Adam Henry (born 2 September 1991) is a New Zealand professional rugby league footballer who plays for Racing Club Albi in the Elite One Championship. He primarily plays on the wing, but can also play at centre and five-eighth. He has previously played for the Sydney Roosters and the Bradford Bulls.

Early years
He attended Mount Albert Grammar School, which has produced several notable sporting personalities, including former Sydney Roosters teammate Sonny Bill Williams. He played in the New Zealand Warriors Unders 20's premiership winning team in 2011, scoring 21 tries in his maiden season and also represented the Junior Kiwis.

Sydney Roosters
After moving to the Sydney Roosters, he made his NRL début in round 14 2012, playing on the wing in a losing effort to the Brisbane Broncos.

Bradford Bulls
Henry signed with Super League side Bradford Bulls as a replacement for Keith Lulia.

2014
Henry featured in the pre-season friendlies against Hull FC, Dewsbury Rams and Castleford Tigers. He scored against Hull F.C. (1 try).

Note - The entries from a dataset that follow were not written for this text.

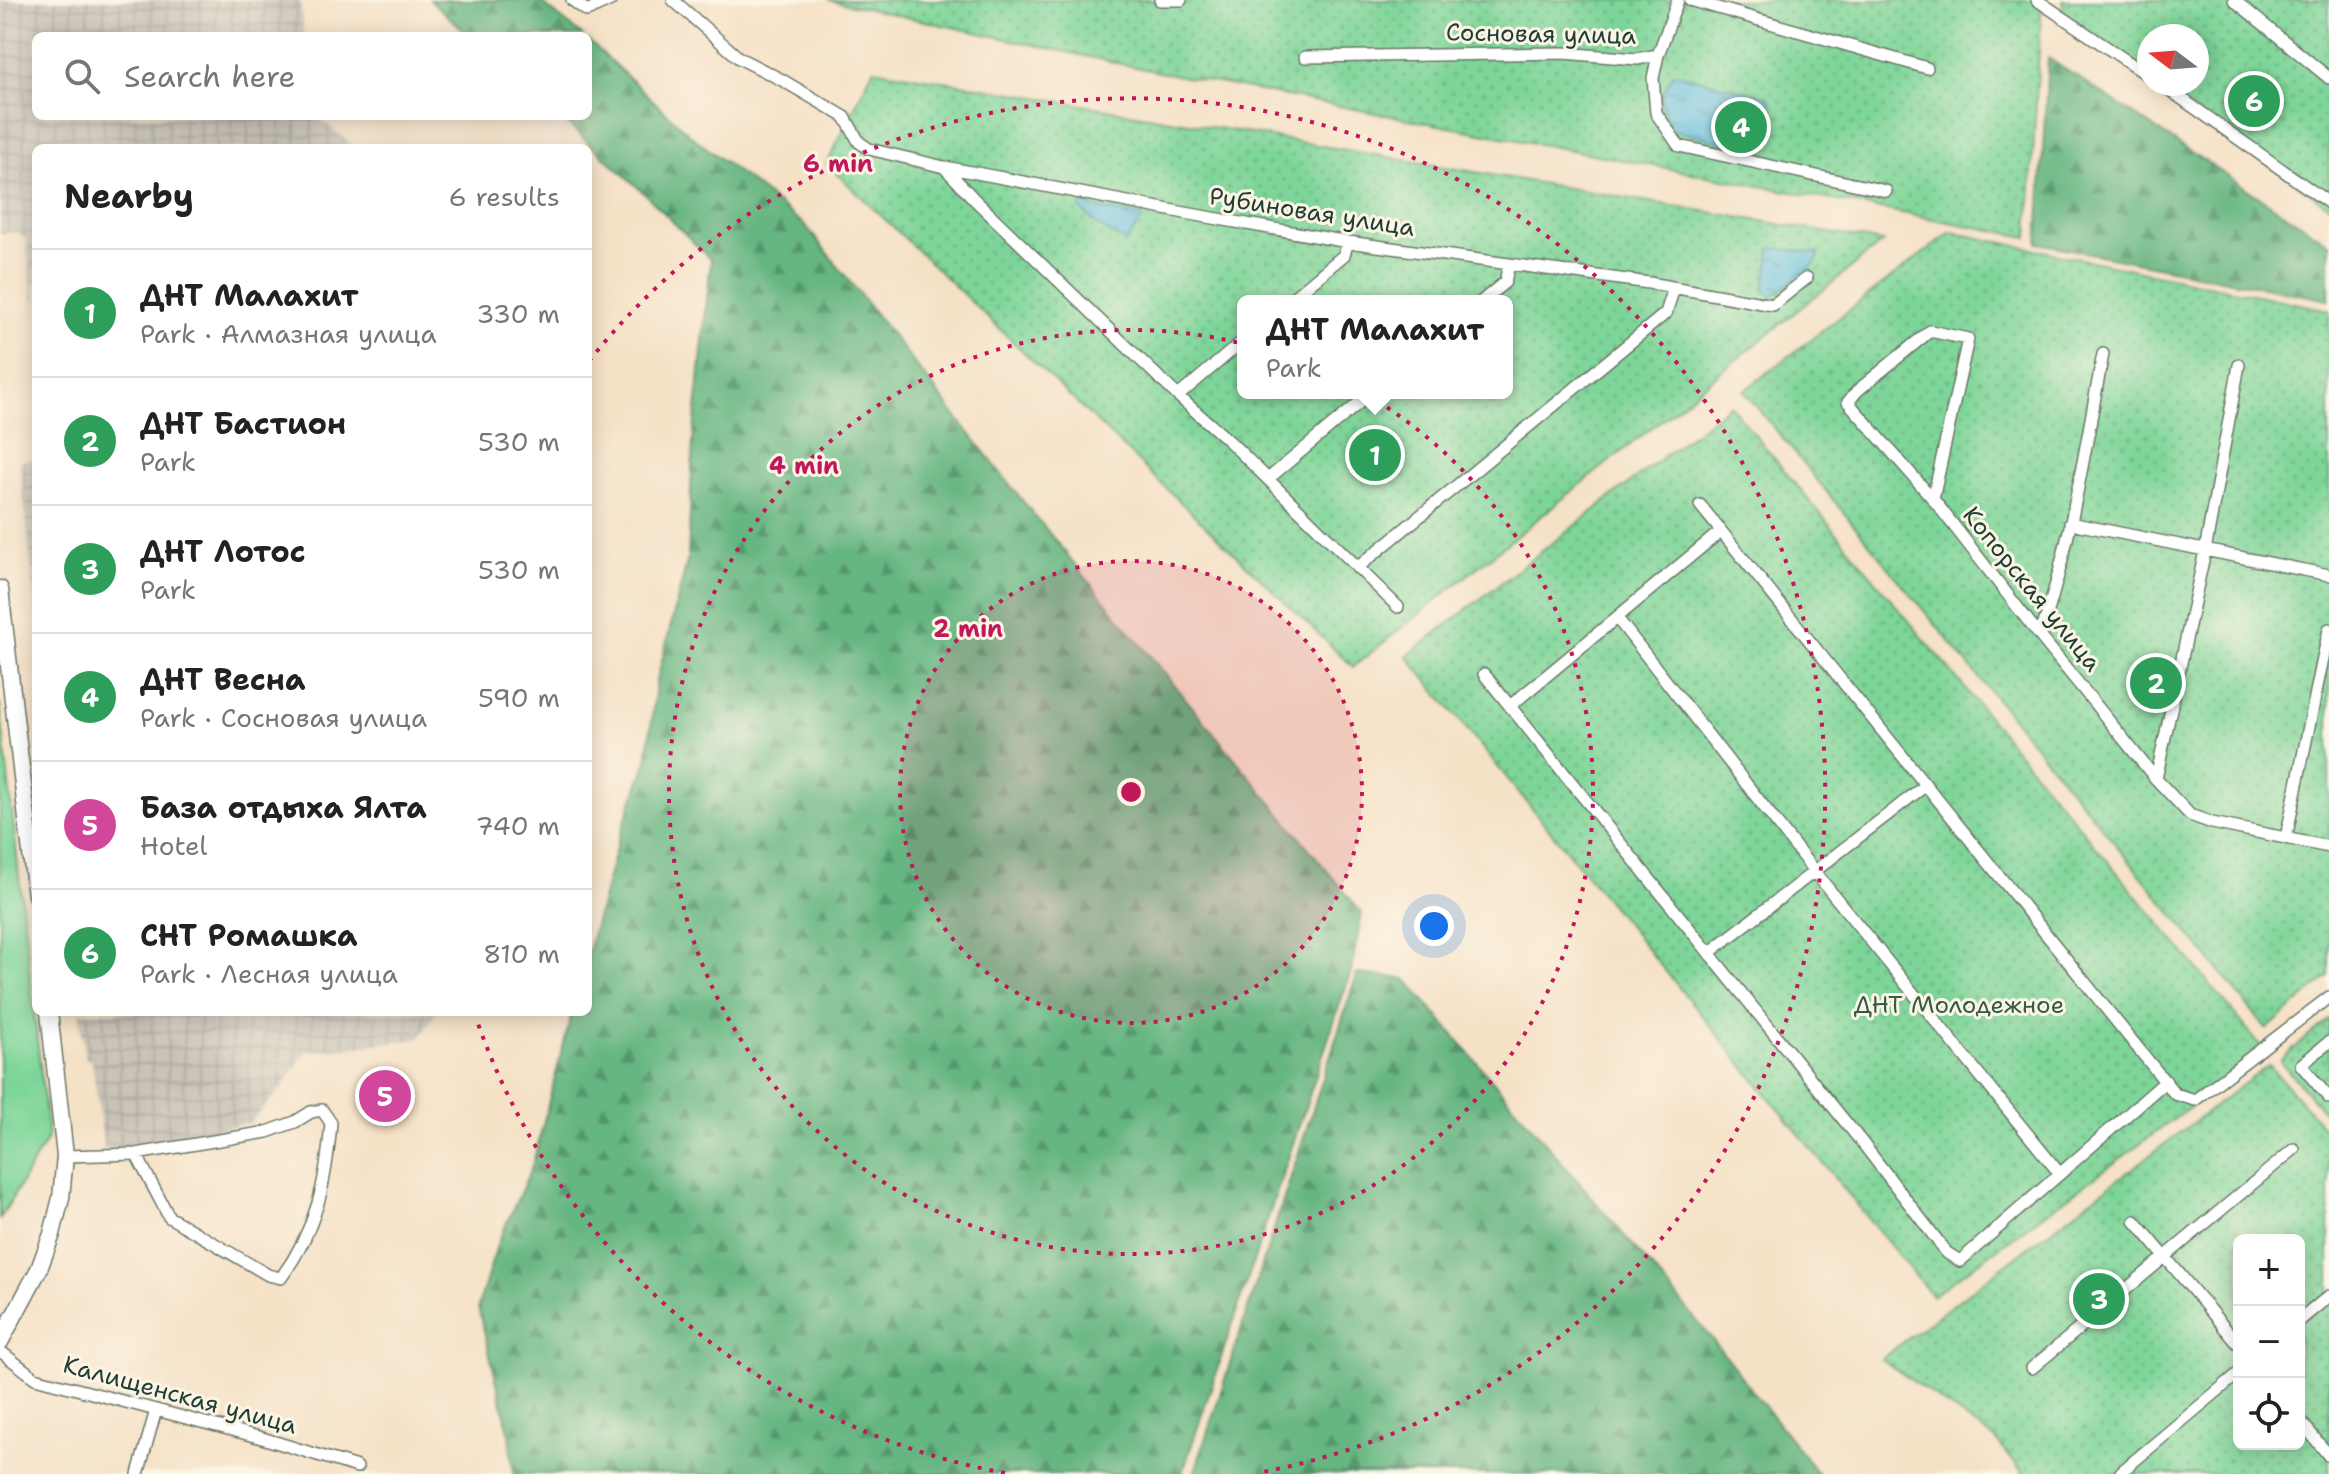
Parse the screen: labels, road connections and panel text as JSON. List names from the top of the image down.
{
  "streets": {
    "street": [
      "Сосновая улица",
      "Рубиновая улица",
      "Копорская улица",
      "Калищенская улица"
    ]
  },
  "parks": ["ДНТ Молодежное"],
  "north": "left",
  "page": {
    "search": "Search here",
    "pins": [
      "6",
      "4",
      "1",
      "2",
      "5",
      "3"
    ],
    "heading": ["Nearby", "6 results"],
    "list": [
      {
        "mark": "1",
        "name": "ДНТ Малахит",
        "note": "Park · Алмазная улица",
        "value": "330 m"
      },
      {
        "mark": "2",
        "name": "ДНТ Бастион",
        "note": "Park",
        "value": "530 m"
      },
      {
        "mark": "3",
        "name": "ДНТ Лотос",
        "note": "Park",
        "value": "530 m"
      },
      {
        "mark": "4",
        "name": "ДНТ Весна",
        "note": "Park · Сосновая улица",
        "value": "590 m"
      },
      {
        "mark": "5",
        "name": "База отдыха Ялта",
        "note": "Hotel",
        "value": "740 m"
      },
      {
        "mark": "6",
        "name": "СНТ Ромашка",
        "note": "Park · Лесная улица",
        "value": "810 m"
      }
    ],
    "popup": ["ДНТ Малахит", "Park"],
    "map_buttons": ["+", "−"]
  },
  "rings": ["6 min", "4 min", "2 min"]
}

He featured in Round 1 (Castleford Tigers) to Round 14 (Catalans Dragons) then in Round 16 (Salford Red Devils) and Round 19 (Catalans Dragons) to Round 20 (St Helens R.F.C.). Adam played in Round 22 (Wigan Warriors) to Round 27 (London Broncos). Henry featured in Round 4 (Oldham R.L.F.C.) to the Quarter Final (Warrington Wolves) in the Challenge Cup. He scored against Hull F.C. (1 try), Huddersfield Giants (2 tries), Oldham R.L.F.C. (1 try), Salford Red Devils (1 try) and Catalans Dragons (1 try).

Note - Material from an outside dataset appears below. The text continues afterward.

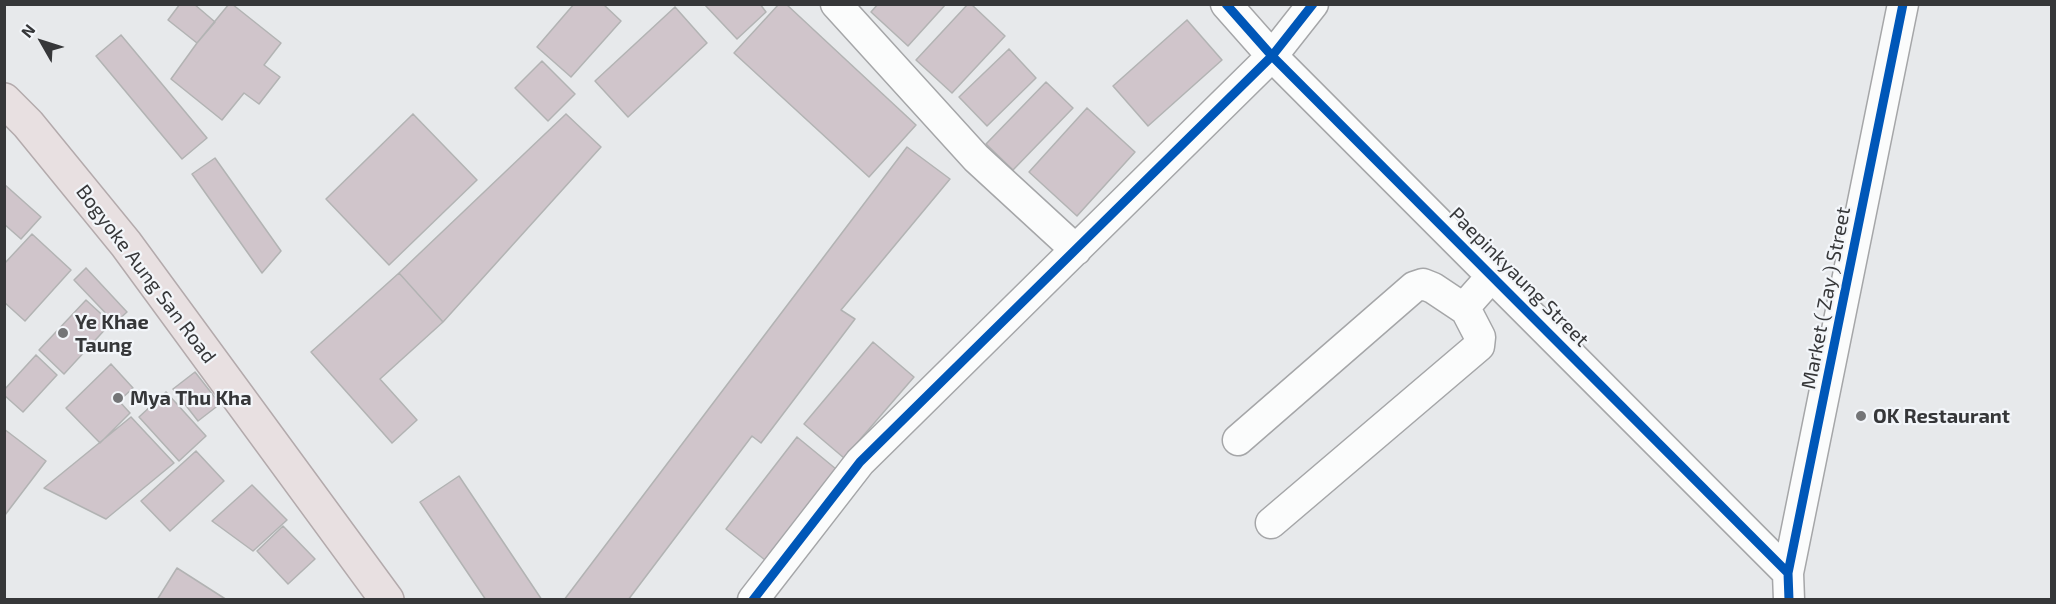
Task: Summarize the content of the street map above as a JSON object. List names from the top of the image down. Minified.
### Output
{"streets":{"highway":["Bogyoke Aung San Road"],"street":["Paepinkyaung Street","Market ( Zay ) Street"]},"crossings":[["Paepinkyaung Street","Market ( Zay ) Street"]],"places":["Ye Khae Taung","Mya Thu Kha","OK Restaurant"],"north":"top left"}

Adam re-signed for the Bulls for another year despite their relegation to the RFL Championship.

2015
Henry featured in the pre-season friendly against Leeds Rhinos.

He featured in Round 4 (Hunslet Hawks) to Round 13 (Featherstone Rovers) then in Round 21 (Sheffield Eagles) to Round 23 (Halifax). Henry played in Qualifier 1 (Sheffield Eagles) then in Qualifier 7 (Halifax). He also featured in the Challenge Cup in Round 4 (Workington Town) to Round 5 (Hull Kingston Rovers). He scored against Workington Town (5 tries), Halifax (2 tries), Doncaster (2 tries), Sheffield Eagles (2 tries), London Broncos (1 try), Dewsbury Rams (1 try) and Batley Bulldogs (2 tries).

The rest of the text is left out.